Brief analysis on recommendation system of Netflix & YouTube

–03/19/2019 version 0.1

Last week, my wife told me she logged into my netflix’s account, then she found it was not hers immediately since the items did not match her tastes. This activated my interesting in the recommendation system of Netflix & Youtube which are the most watched channels in US. (maybe spotfiy will be the same way). Here I want to give a brief analysis how they work.

Basic

Before we quickly look how many different manners(that I knew) used in the recommendation systems.

Popularity. This is the simplest way in term of PV. It works very good for new users and avoid the “cold start” problem. However, the downside is this method can not provide the personalized recommendation. The way to optimize it is adding some categories at the beginning so that users can filter the categories by themselves.
Collaborative filtering (CF). The Collaborative Filtering (CF) algorithms are based on the idea that if two clients have similar rating history then they will behave similarly in the future (Breese,Heckerman, and Kadie, 1998). It can also split into two subcategories, one is Memory-based, another is Model-based.

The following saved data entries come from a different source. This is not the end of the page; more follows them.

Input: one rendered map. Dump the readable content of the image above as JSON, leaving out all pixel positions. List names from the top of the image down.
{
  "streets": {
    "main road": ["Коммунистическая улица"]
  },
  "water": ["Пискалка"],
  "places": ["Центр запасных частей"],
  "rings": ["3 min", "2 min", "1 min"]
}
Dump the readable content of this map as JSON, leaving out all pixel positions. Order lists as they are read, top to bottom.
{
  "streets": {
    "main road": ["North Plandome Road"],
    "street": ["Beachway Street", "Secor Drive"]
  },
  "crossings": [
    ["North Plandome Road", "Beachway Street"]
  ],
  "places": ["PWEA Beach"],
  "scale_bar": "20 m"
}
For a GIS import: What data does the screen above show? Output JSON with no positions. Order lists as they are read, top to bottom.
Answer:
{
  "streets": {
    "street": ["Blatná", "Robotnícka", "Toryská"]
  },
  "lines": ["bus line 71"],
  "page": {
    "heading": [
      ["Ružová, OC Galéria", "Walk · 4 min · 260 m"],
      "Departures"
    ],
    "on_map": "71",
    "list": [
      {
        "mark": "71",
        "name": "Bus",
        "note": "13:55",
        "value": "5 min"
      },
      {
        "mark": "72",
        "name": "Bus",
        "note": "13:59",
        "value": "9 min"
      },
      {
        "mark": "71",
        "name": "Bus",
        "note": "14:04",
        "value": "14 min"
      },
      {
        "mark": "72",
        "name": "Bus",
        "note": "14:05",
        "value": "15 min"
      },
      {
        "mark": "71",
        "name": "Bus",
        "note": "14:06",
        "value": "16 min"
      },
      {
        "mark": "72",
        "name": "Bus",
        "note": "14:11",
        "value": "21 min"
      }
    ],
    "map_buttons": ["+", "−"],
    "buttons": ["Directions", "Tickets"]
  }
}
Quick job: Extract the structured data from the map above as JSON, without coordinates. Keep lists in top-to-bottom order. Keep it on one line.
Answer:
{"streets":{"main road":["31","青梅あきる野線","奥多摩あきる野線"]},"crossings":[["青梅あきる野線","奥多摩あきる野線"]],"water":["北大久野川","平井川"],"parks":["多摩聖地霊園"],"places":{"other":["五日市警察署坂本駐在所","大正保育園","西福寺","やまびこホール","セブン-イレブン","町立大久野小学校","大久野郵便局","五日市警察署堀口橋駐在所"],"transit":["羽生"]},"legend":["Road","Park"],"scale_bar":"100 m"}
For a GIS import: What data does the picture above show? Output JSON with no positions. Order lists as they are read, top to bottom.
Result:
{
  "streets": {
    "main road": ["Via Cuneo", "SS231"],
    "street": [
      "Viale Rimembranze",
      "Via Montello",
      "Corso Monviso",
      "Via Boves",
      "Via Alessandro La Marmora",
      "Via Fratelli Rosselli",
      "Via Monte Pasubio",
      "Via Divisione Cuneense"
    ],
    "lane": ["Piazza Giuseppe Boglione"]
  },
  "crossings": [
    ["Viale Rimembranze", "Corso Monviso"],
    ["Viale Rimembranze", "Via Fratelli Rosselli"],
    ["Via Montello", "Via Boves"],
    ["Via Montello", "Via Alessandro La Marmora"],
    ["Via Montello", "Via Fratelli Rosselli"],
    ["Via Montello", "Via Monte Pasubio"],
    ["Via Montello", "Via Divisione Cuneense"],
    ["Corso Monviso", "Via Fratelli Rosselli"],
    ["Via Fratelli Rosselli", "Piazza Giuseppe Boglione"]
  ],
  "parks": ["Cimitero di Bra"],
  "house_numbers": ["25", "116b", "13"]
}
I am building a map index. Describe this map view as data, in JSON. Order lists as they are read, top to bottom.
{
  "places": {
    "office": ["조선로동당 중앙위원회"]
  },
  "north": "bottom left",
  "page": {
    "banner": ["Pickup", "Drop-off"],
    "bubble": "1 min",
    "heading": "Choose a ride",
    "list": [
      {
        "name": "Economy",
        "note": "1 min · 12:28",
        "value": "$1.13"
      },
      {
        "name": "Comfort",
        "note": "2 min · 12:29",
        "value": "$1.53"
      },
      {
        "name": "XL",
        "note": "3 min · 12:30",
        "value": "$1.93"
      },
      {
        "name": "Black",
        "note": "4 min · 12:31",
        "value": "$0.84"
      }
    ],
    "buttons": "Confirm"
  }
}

Memory-based approach can be divided into User-based and Item-based. They find the similar users or similar items respectively in term of Pearson Correlation.
- User-based.
  1. Build correlation matrix $S$ which is symmetric.
    $S(i,k)=\frac{\sum_j (v_{ij}-\bar{v_i})(v_{kj}-\bar{v_k})}{\sqrt{\sum_j (v_{ij}-\bar{v_i})^2(v_{kj}-\bar{v_k})^2}}$
  2. select top k users who has the largest scores.
  3. identify items that similar users like but the prediction user has not seem before. The prediction of a recommendation is based on the wighted combination of the selected neighbor’s rating.
    $p(i,k)=\bar{v}_i+\frac{\sum_{i=1}^{n}(v_{ij}-\bar{v}_k)\times S(i,k)}{\sum_{i=1}^{n}S(i,k)}$
  4. pick up top N of movies based on the predicted rating.
- Item-based.
  1. Build correlation matrix $S$ based on items. (similar to user-based)
  2. Get the top n movies that prediction user watched and rated before.
  3. return the movies that mostly related to these n movies and the prediction user has never watched.
- In the real word. The size of user are growing faster than item, and they are easy to be changed. So item-based are most frequency used.
Model-based approach are based on matrix factorization which is popular in dimension reduction. Here we use Singular value decomposition(SVD) to explain.
$X_{n*m}=U_{n*r}\cdot S_{r*r}\cdot V_{r*m}^T$
, where U represents the freature vectors corresponding to the users in the latent space with dimension r, V represents the feature vectors corresponding to the items in the latent space with dimension r. Once we find U and V, we can calculate any $p(i,j)$ by $U_i \cdot V_j$ .
CF is based on historical data, it has “cold start” problem. and the accuracy of prediction is based on the mount of data since the CF matrix has sparsity problem, e.g, few mistake rating will effect the prediction seriously.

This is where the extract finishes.